Gerald A. "Tooky" Amirault (born March 1, 1954) was convicted in 1986 of molesting and raping eight children at the Fells Acres Day Care Center in Malden, Massachusetts, run by his family. He and his family deny the charges, which supporters regard as a conspicuous example of day care sex abuse hysteria.
He and his wife Patricia, a schoolteacher whom he married in 1977, have three children: Gerrilyn, Katie, and P.J.
Contents |
Writer Dorothy Rabinowitz, a member of the Editorial Board of The Wall Street Journal, asserts that Amirault was railroaded. Rabinowitz was awarded the Pulitzer Prize for commentary in 2001,[1] partly for her coverage of the case.[2] The case was also the major topic of her book about miscarriages of justice, No Crueler Tyrannies (ISBN 0743228340).
Testimony in the cases included stories of Amirault dressed as a clown and raping children with knives, and ritual slaughter of animals. It relied heavily on testimony from young children extracted through long sessions with therapists. Among the accusations were that, in the words of Rabinowitz, Gerald
had plunged a wide-blade butcher knife into the rectum of a 4-year-old boy, which he then had trouble removing. When a teacher in the school saw him in action with the knife, she asked him what he was doing, and then told him not to do it again, a child said. On this testimony, Gerald was convicted of a rape which had, miraculously, left no mark or other injury.
The Amiraults insist they were victims of the day care sex abuse hysteria that swept the US in the 1980s.
In 2002, then-Acting Governor of Massachusetts Jane Swift refused to commute Amirault's sentence, despite a unanimous vote in favor of his release by the state's parole board.

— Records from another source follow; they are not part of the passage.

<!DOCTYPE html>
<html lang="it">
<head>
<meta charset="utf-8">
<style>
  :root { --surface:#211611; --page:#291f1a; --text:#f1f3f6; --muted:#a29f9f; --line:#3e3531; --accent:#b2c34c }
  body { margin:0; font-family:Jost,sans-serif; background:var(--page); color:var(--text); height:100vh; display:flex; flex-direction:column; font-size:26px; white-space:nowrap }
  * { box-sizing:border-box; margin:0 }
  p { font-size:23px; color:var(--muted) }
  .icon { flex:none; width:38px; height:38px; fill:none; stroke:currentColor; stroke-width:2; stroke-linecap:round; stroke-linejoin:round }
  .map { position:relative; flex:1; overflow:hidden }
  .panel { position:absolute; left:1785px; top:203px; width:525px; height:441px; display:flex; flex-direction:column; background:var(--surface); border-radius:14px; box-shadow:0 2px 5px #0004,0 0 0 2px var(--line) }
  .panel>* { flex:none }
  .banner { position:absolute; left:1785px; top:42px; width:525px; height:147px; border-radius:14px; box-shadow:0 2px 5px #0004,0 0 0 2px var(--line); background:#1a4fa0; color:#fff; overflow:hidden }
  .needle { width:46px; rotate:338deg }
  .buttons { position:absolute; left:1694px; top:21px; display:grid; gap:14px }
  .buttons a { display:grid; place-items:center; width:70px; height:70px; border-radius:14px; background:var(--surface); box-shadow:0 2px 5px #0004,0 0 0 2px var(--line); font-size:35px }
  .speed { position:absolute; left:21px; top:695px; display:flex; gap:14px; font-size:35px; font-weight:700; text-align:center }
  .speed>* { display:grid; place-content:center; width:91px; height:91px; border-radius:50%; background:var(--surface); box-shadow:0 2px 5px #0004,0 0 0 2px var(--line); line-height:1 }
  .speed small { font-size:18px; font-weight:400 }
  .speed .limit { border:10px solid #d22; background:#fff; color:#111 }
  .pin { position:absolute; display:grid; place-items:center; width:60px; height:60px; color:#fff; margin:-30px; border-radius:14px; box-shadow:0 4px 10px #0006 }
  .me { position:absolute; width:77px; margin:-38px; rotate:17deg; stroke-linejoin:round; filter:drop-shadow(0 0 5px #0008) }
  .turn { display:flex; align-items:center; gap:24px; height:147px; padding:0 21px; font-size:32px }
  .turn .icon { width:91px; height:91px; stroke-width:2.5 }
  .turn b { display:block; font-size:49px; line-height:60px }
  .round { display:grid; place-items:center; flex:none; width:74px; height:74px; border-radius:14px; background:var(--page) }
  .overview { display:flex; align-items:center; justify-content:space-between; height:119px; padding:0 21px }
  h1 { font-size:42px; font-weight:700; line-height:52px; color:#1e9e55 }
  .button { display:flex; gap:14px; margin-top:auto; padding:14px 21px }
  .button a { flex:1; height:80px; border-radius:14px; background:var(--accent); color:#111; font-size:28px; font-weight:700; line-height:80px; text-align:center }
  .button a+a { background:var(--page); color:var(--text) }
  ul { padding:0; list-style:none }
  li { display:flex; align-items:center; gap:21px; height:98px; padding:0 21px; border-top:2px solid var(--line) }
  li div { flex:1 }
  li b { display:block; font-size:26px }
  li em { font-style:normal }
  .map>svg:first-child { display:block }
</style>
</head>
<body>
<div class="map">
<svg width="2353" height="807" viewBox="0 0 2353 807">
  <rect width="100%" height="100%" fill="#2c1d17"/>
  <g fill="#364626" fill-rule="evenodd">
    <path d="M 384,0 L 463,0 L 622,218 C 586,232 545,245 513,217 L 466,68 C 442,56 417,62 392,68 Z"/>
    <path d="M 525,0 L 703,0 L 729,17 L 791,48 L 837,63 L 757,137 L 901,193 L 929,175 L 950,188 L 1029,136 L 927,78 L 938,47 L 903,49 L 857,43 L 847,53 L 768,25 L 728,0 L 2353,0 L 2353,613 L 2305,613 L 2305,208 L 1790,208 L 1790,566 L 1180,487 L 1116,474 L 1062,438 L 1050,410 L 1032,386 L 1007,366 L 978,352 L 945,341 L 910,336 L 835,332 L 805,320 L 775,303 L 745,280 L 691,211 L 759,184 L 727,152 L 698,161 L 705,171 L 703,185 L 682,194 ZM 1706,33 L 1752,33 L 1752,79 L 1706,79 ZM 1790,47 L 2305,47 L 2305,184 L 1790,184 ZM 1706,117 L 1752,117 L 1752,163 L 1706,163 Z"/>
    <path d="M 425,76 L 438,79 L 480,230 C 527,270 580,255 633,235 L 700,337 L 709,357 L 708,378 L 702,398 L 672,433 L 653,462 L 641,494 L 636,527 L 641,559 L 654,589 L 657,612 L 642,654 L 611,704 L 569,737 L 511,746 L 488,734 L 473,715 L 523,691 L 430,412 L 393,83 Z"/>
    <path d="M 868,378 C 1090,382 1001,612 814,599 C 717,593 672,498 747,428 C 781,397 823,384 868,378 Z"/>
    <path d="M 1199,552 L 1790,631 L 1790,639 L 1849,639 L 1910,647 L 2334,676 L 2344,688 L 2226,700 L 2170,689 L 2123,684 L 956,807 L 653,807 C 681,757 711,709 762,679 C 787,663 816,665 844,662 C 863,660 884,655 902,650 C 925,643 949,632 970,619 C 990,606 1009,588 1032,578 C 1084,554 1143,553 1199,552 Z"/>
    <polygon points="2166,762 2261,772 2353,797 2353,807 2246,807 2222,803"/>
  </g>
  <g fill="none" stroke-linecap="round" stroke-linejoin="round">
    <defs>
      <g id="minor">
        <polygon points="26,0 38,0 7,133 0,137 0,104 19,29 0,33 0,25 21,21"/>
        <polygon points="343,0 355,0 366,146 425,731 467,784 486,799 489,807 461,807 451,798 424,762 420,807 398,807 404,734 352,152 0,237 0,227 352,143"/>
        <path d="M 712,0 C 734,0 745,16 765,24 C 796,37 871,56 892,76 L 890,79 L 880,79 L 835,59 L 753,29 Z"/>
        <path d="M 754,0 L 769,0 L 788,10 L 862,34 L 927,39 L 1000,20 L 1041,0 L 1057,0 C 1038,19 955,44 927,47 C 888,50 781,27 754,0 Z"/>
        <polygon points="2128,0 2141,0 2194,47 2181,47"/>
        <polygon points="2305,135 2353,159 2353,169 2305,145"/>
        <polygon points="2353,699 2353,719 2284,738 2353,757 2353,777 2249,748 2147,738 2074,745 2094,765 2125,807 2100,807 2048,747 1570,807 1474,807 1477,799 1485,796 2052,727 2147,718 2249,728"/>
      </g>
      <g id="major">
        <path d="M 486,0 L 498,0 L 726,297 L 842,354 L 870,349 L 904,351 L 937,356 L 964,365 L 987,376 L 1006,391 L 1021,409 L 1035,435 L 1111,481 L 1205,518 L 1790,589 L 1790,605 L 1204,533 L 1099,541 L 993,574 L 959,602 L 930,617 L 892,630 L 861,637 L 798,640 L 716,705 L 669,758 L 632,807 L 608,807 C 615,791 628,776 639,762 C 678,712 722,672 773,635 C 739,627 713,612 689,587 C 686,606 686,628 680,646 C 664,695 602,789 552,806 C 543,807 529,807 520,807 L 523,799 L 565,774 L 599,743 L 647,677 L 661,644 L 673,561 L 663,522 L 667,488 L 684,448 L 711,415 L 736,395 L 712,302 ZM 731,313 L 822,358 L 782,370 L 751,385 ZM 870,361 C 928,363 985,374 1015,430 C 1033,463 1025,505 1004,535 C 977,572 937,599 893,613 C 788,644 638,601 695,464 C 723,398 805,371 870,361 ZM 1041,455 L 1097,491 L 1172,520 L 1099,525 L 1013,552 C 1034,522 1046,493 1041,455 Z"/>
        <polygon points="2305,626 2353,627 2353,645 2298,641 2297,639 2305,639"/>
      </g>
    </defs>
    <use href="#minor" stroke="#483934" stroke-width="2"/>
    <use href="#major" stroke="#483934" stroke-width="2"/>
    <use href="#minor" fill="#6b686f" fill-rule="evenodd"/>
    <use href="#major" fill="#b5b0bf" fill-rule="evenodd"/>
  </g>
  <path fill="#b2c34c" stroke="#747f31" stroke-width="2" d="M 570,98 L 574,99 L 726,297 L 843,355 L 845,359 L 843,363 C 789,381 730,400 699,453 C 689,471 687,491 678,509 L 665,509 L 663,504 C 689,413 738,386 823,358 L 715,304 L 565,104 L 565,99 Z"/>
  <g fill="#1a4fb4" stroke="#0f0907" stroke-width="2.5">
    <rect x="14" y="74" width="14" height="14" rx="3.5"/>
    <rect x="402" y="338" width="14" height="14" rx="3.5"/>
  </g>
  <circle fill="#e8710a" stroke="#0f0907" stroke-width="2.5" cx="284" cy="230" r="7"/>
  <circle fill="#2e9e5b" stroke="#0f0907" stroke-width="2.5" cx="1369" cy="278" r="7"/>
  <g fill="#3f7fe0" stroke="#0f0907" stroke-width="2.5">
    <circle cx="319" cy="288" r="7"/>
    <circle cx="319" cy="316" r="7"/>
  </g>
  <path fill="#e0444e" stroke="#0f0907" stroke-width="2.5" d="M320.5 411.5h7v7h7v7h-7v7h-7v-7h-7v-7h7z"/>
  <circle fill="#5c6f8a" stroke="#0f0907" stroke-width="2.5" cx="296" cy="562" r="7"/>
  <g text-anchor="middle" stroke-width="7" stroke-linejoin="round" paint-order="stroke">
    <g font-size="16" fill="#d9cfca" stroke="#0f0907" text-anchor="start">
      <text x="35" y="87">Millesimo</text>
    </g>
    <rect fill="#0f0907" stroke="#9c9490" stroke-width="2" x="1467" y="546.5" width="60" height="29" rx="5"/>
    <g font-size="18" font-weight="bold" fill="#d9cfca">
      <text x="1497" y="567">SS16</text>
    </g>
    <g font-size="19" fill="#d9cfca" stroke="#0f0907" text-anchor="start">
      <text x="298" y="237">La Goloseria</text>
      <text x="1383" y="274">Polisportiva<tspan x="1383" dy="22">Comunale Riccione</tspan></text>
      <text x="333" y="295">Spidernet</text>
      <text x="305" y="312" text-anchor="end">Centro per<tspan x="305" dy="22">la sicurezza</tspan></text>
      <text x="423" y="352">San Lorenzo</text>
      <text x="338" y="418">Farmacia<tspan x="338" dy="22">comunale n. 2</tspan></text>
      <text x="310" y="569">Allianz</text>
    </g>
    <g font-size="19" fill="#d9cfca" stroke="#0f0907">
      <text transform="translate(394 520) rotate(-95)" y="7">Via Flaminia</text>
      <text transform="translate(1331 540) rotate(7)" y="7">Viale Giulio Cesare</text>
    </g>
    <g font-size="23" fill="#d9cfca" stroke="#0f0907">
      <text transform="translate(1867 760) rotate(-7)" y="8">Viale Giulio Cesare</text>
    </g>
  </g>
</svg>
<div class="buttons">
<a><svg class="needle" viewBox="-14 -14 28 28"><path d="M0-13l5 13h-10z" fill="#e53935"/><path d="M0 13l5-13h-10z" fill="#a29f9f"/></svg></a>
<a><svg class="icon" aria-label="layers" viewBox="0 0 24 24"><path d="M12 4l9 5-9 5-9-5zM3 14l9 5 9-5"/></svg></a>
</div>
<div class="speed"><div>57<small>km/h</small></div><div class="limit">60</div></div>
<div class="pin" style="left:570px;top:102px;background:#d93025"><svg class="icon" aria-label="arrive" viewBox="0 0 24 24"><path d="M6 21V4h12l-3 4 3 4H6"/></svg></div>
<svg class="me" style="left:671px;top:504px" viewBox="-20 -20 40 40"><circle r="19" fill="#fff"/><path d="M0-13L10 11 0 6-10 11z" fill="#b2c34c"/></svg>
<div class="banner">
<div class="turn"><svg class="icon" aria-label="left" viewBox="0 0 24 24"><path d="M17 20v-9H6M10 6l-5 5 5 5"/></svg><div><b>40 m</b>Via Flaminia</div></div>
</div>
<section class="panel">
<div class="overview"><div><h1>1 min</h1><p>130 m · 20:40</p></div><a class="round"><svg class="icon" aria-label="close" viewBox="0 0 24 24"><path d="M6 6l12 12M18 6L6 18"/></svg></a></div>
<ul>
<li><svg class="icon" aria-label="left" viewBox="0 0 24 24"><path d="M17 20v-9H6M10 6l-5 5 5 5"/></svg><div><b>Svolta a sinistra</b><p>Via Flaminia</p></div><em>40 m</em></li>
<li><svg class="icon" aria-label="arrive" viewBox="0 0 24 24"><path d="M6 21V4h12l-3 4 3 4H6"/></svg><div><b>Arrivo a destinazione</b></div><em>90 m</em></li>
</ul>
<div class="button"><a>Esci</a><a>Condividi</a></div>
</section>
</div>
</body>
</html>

Amirault's case had previously been upheld by the Massachusetts Supreme Court.[3] Martha Coakley, then Middlesex district attorney and subsequently State Attorney General, lobbied Swift to keep him in prison[4][5] and Swift denied Amirault's clemency.[6]
Amirault was released from the Bay State Correctional Center on April 30, 2004, 18 years after his conviction.[7][8] His sister and mother, Cheryl Amirault LeFave and Violet Amirault, were convicted of related charges in a separate trial, and both released from prison in 1995.